Saved entries
——

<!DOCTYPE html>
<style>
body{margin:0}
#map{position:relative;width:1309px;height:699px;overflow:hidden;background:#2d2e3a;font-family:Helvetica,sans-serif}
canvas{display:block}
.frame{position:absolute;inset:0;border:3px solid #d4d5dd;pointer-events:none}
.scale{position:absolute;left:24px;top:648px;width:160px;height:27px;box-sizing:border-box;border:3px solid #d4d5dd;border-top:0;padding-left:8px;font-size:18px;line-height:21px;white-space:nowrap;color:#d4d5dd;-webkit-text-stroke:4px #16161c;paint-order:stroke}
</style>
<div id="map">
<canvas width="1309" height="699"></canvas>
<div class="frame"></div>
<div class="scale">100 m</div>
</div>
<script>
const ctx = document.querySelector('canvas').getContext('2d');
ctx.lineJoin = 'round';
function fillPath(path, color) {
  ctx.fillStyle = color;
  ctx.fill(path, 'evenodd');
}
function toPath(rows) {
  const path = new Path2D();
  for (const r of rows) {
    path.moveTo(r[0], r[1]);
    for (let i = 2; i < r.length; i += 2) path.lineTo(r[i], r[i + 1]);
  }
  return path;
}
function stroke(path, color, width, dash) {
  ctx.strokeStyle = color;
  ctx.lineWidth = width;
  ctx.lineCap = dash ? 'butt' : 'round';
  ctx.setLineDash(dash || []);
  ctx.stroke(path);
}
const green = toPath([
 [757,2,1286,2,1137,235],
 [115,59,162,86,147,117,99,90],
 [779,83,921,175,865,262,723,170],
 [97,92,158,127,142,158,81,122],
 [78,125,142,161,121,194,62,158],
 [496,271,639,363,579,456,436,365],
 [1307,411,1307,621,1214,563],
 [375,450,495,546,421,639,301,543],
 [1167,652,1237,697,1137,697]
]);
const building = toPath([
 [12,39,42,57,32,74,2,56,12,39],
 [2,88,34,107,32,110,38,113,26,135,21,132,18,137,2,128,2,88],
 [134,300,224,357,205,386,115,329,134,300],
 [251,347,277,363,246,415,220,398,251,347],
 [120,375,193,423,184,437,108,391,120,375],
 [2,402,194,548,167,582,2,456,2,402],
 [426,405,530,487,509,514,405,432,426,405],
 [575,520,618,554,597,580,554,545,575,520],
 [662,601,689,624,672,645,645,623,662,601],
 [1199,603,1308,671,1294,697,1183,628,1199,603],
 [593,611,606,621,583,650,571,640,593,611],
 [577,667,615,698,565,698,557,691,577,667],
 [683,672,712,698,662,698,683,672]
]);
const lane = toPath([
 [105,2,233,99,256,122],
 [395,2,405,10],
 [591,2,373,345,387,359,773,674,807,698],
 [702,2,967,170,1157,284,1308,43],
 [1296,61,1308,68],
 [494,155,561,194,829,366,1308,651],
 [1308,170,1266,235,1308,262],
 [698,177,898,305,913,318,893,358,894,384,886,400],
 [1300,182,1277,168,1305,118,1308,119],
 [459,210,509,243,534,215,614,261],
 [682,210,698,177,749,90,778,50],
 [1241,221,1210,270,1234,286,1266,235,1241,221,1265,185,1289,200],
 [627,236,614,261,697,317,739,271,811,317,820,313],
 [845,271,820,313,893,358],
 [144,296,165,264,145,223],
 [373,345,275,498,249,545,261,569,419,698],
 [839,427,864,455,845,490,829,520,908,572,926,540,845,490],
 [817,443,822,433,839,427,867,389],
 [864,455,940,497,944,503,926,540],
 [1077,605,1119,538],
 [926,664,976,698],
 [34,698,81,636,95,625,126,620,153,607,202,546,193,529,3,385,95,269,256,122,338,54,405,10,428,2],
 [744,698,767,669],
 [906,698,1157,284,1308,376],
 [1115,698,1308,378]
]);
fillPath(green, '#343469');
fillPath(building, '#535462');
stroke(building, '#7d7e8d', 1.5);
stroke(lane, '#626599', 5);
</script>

——

» **What the exercise asks**:
Retrieve every line above holding the word "dash".

» **Answer section**:
function stroke(path, color, width, dash) {
  ctx.lineCap = dash ? 'butt' : 'round';
  ctx.setLineDash(dash || []);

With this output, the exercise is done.